Parliament Question Time Corpus

A collections of questions and answers from parliamentary question periods in the British House of Commons from May 1979 to December 2016 (433,787 utterances), scraped from They Work For You <https://www.theyworkforyou.com/>_.

Distributed together with: Asking Too Much? The Rhetorical Role of Questions in Political Discourse. Justine Zhang, Arthur Spirling, Cristian Danescu-Niculescu-Mizil. EMNLP 2017.

Dataset details

Speaker-level information

The speakers in the dataset are members of the Parliament (MP). For each MP, the dataset further includes the following metadata:

  • name: name of the MP

  • member_start: start date of the MP as the member of the Parliament

  • member_end: end date of the MP as the member of the Parliament (set to year 3020 if the MP was still in Parliament as of Dec 2016)

  • parties: a list of parties that the MP has belonged to in the past

  • first_govt: first government (by Prime Minister) in which the MP was in office

  • first_govt_coarse: first government in which the MP was in office. here, consecutive governments of the same party (e.g., thatcher+major) are grouped together.

Note that some of the metadata information may be missing, especially for MPs active before the Blair government.

Utterance-level information

Each question or answer is viewed as an utterance. For each utterance, we provide:

  • id: index of the utterance

  • speaker: the MP who spoke the utterance

  • conversation_id: id of the first utterance in the conversation this utterance belongs to

  • reply_to: id of the utterance to which this utterance replies to (None if the utterance is not a reply)

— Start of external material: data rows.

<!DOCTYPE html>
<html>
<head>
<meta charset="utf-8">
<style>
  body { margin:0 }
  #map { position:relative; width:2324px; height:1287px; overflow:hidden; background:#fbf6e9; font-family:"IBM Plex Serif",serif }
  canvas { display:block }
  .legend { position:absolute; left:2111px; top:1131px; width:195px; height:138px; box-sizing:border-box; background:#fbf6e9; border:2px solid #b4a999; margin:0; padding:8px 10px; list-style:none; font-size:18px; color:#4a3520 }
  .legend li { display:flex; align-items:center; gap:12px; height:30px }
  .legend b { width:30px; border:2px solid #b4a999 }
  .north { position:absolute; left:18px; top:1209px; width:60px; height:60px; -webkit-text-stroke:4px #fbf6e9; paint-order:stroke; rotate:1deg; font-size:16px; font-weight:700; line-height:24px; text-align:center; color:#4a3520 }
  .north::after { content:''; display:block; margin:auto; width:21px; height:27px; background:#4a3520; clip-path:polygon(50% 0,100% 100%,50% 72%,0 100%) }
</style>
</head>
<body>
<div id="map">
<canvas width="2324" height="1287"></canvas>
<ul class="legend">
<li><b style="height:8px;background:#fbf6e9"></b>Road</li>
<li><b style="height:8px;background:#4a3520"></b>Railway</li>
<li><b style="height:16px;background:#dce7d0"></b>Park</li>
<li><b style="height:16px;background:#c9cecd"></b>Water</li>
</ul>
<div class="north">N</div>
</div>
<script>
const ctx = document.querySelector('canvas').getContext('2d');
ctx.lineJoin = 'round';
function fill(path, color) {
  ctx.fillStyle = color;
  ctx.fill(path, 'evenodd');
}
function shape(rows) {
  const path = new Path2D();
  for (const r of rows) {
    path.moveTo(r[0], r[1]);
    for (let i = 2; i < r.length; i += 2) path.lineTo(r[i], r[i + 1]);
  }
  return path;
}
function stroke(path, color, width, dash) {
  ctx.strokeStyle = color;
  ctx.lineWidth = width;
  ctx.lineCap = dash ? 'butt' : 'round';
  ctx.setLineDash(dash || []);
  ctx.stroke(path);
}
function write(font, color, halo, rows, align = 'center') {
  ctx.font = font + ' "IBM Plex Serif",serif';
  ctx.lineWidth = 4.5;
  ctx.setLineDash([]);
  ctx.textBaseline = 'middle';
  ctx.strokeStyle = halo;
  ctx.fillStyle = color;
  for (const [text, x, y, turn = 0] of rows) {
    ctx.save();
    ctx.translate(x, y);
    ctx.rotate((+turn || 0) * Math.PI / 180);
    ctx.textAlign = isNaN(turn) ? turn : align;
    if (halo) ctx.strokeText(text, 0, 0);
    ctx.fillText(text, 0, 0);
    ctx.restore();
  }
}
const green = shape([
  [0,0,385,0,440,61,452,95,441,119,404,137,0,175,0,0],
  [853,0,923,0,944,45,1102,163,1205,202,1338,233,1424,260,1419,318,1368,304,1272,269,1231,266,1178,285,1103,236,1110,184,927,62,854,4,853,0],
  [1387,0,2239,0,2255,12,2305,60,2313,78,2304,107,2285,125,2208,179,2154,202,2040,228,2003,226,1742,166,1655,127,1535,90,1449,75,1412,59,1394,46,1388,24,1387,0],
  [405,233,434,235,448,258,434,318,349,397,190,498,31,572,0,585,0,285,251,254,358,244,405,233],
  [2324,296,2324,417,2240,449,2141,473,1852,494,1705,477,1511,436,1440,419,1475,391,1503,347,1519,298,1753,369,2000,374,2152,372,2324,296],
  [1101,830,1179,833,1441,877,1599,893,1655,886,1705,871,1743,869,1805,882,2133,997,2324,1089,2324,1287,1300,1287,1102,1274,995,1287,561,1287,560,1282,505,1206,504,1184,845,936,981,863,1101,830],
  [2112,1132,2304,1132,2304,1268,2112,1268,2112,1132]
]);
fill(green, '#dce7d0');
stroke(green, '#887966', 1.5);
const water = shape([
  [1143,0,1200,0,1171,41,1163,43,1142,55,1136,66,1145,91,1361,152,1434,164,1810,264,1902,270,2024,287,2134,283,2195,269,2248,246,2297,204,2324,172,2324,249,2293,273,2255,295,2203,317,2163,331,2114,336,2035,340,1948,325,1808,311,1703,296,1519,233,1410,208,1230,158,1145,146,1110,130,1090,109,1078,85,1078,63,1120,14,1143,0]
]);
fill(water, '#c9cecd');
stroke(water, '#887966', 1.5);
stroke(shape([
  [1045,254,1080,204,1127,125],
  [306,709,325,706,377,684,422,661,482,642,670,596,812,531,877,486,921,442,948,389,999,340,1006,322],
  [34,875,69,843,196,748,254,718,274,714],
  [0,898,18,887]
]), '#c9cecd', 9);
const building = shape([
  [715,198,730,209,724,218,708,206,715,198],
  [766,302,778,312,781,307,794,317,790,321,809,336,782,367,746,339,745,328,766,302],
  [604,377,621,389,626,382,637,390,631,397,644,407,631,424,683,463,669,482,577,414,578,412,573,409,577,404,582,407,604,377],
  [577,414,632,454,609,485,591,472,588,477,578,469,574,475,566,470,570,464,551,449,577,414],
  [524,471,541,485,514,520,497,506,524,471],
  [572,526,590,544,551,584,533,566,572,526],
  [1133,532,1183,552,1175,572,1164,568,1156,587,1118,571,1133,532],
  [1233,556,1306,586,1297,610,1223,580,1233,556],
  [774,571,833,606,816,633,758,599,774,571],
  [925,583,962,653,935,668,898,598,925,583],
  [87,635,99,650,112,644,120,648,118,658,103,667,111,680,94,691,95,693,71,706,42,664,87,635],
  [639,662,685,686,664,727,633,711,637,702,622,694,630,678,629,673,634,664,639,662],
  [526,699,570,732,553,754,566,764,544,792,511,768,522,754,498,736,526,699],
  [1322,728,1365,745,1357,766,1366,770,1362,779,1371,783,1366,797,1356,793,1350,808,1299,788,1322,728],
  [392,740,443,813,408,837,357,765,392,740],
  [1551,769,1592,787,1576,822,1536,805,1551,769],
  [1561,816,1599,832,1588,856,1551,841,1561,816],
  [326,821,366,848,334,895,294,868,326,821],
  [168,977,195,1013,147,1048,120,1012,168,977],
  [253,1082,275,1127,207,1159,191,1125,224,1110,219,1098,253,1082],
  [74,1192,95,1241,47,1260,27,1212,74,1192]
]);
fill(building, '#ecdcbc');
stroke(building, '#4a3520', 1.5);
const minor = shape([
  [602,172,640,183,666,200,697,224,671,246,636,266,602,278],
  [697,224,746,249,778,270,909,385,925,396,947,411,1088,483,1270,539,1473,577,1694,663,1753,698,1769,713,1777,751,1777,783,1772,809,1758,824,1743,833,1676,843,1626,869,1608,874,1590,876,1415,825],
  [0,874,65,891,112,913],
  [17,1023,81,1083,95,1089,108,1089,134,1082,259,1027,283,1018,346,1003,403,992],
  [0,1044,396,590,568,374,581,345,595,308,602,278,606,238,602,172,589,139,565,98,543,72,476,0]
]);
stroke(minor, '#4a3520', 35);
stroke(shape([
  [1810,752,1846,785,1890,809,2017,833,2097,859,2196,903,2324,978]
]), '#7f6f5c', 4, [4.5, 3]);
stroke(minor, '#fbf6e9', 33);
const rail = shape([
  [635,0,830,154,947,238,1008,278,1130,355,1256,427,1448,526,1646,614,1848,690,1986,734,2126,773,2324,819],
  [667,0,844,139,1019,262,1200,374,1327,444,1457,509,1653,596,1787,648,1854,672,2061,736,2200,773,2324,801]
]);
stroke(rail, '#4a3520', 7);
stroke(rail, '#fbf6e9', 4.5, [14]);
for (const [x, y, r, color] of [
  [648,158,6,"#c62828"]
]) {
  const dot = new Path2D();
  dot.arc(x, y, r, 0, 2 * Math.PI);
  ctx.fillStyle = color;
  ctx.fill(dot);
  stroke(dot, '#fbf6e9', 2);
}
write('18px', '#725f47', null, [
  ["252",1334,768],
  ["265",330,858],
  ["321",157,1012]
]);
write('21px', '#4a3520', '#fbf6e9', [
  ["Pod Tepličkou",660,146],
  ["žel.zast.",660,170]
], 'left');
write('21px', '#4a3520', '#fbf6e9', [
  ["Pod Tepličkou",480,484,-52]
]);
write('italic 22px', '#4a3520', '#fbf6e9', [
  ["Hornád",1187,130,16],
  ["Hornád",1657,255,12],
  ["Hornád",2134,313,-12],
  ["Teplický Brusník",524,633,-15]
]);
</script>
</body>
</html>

  • timestamp: time of the utterance

  • text: textual content of the utterance

Additional metadata include:

  • next_id: id of the utterance replying to this one (None if the utterance has no reply)

  • is_question: whether the utterance is a question

  • is_answer: whether the utterance is an answer to a question

  • pair_idx: index of the question-answer pair

  • is_incumbent: whether the MP is incumbent (i.e., a member of the government party)

  • is_minister: whether the MP is a Minister

  • is_oppn: whether the MP is from the official opposition party

  • party: party affiliation of the MP

  • tenure: the number of years that the MP has been in office at the time of the utterance

  • govt: current government (by Prime Minister) at the time of the utterance

  • govt_coarse: current government (by Prime Minister) at the time of the utterance. here, consecutive governments of the same party (e.g., thatcher+major) are grouped together.

  • pair_has_features: whether the pair to which the utterance belongs has a question that contains at least one q_arc term and an answer that contains at least one arcs term.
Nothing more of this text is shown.